West Virginians cannot however hunt the elk that roam the state’s southern mountains, but there’s a way to get to see them.
Beginning Sept. 19, the state’s Parks Section will take guests on a series of 19 “elk management tours.” The four-hour tours, which can accommodate up to a dozen guests at a time, commence at Chief Logan State Park and take spot on the nearby Tomblin Wildlife Management Region.
Parks officials started supplying the tours final fall. Sam England, the section’s chief, stated they have been “very common.”
“We sold out virtually just about every tour we had final year,” he added. “One of the items that created them common was that we saw elk just about every time.”
Having to see elk, even though pretty most likely, is not assured.
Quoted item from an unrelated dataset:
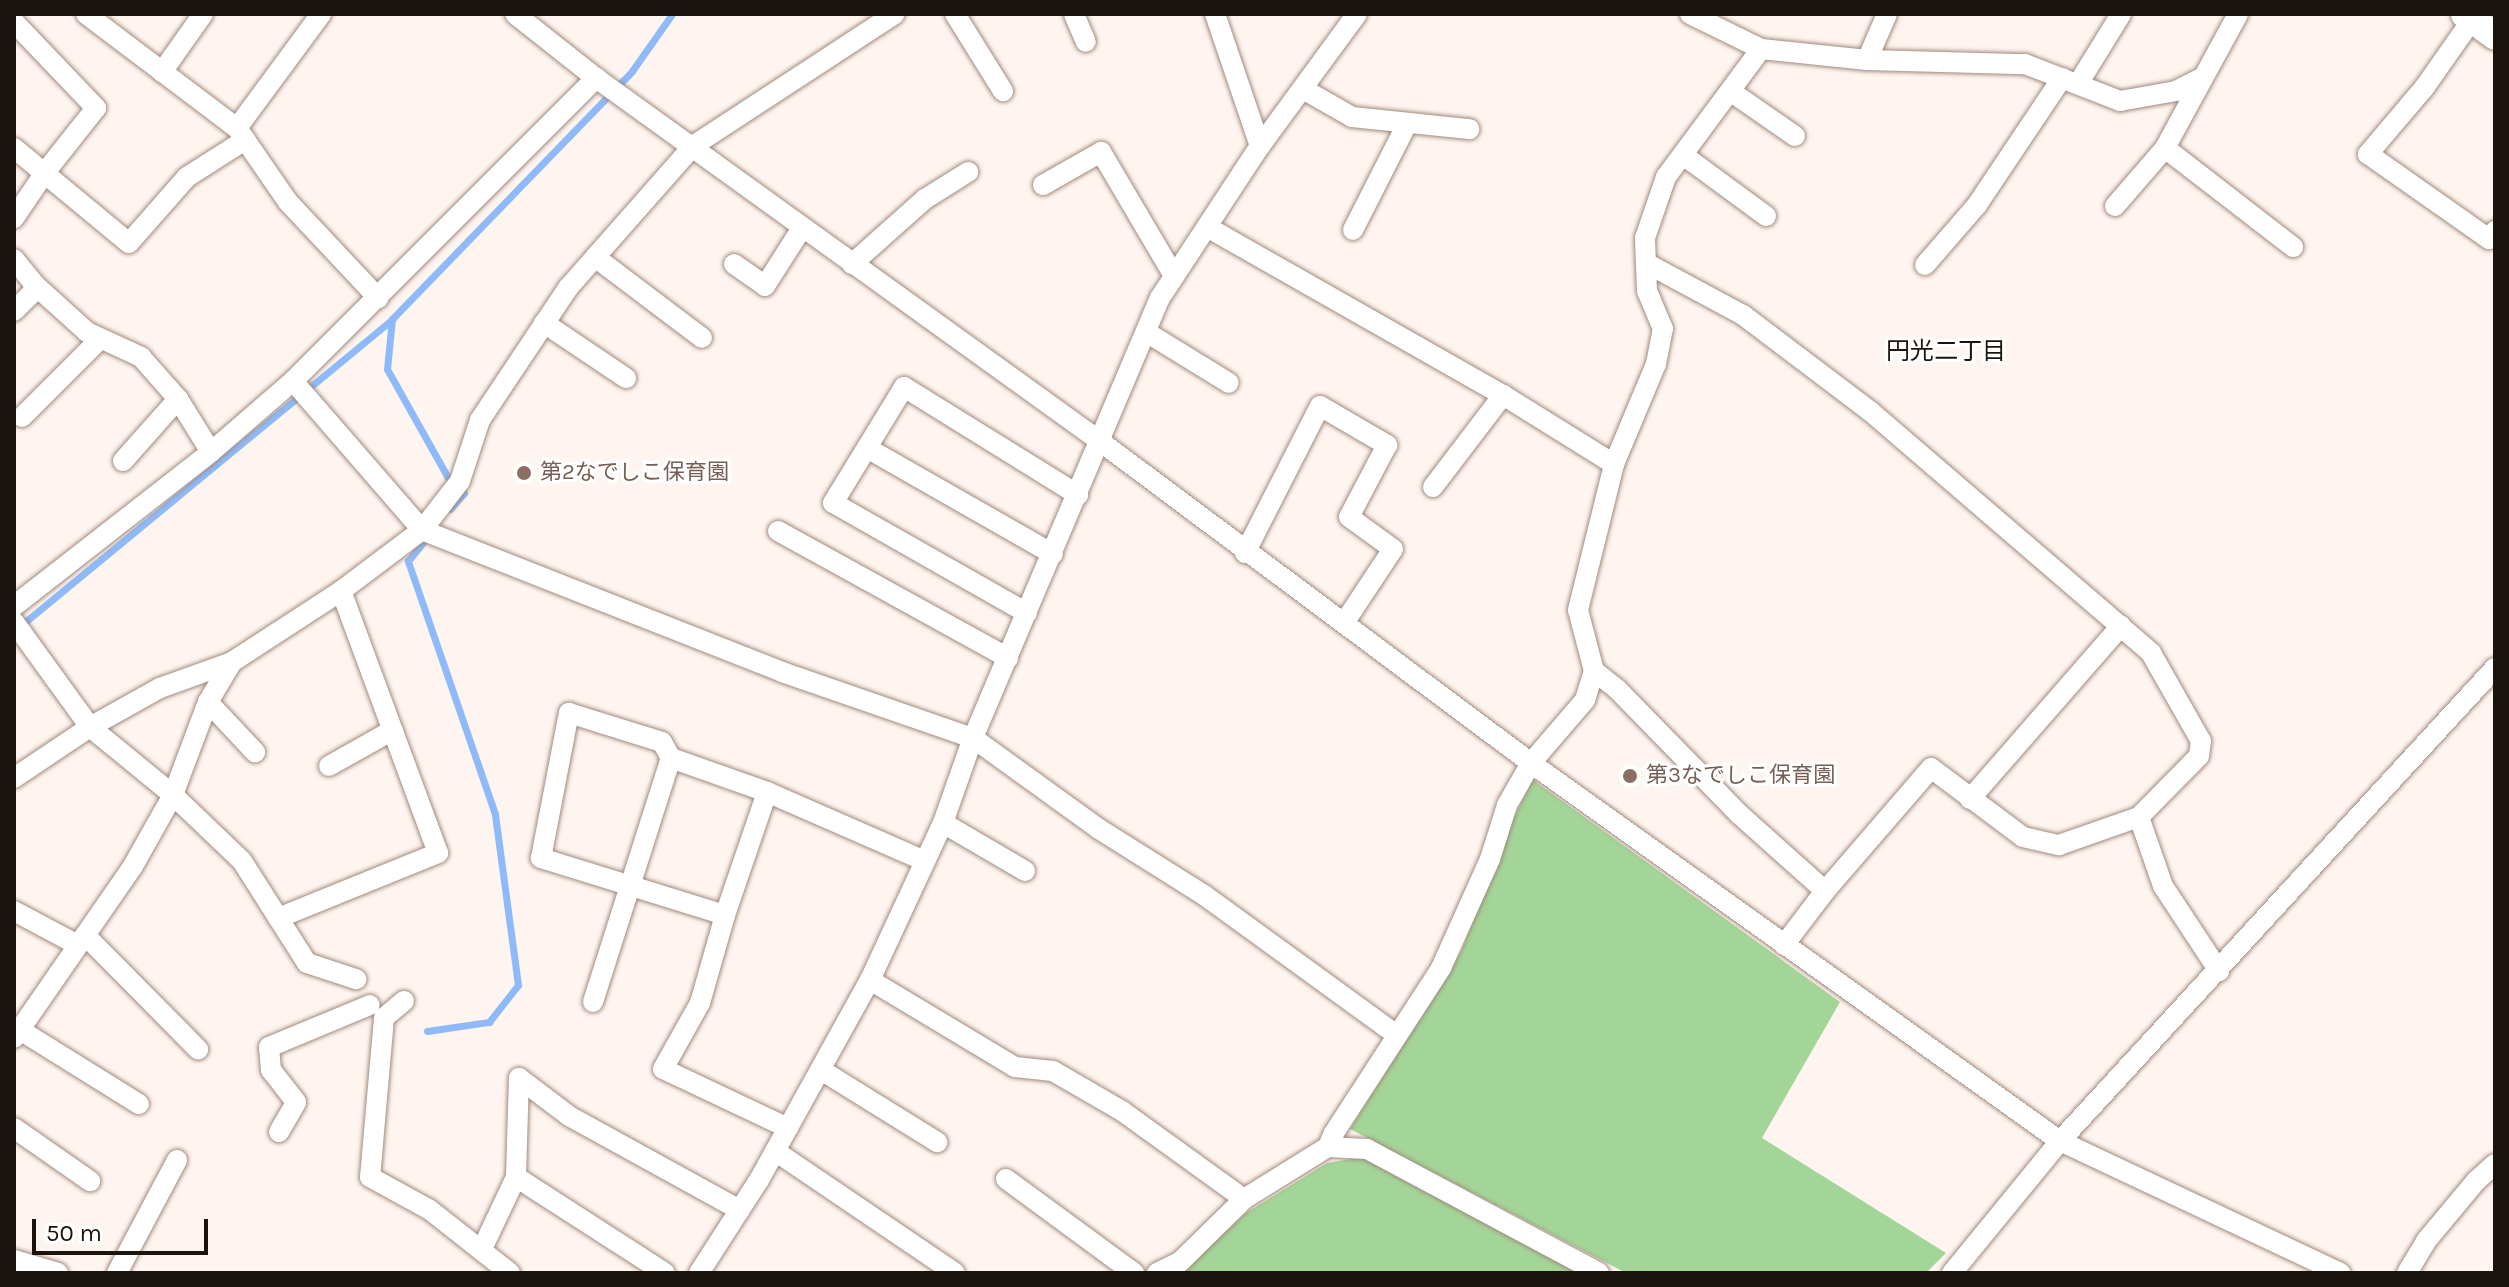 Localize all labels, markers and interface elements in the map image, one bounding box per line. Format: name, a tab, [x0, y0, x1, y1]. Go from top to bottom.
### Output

The animals are not penned up they roam freely across the Tomblin tract, which encompasses much more than 32,000 acres of rugged hills and steep-sided valleys in Logan and Mingo counties.
Lauren Cole, the naturalist at Chief Logan, leads the tours.
“She tends to make the knowledge a lot much more than ‘let’s go see an elk,’” England stated. “She explains the ecological advantages the state will reap from reintroducing elk to the landscape, and she explains how managing the land for elk advantages lots of species of animals and birds, each game and non-game.”
In addition to the elk, the Tomblin tract is also household to thriving populations of white-tailed deer, black bears, wild turkeys and other wildlife species.
“The bottom line is that our guests will most likely see elk, but they’ll absolutely see some sort of wildlife,” England stated.
Guests are not permitted to use their personal cars for the tour. Alternatively, they ride in vans driven by park personnel.
“We do that simply because the Tomblin WMA is an active hunting location for the duration of the fall, and as a courtesy to hunters we want to limit visitor activity to distinct areas and instances of the day,” England stated. “Tour guests travel as a group so absolutely everyone has the identical chance to see and study.”
Parks officials have timed the excursions to take benefit of the “rut,” or elk mating season, which requires spot in September and October. Not only are the animals much more active then, they’re also much more vocal. Bull elk “bugle” challenges to one particular yet another, emitting whistle-like bellows that can be heard more than extended distances.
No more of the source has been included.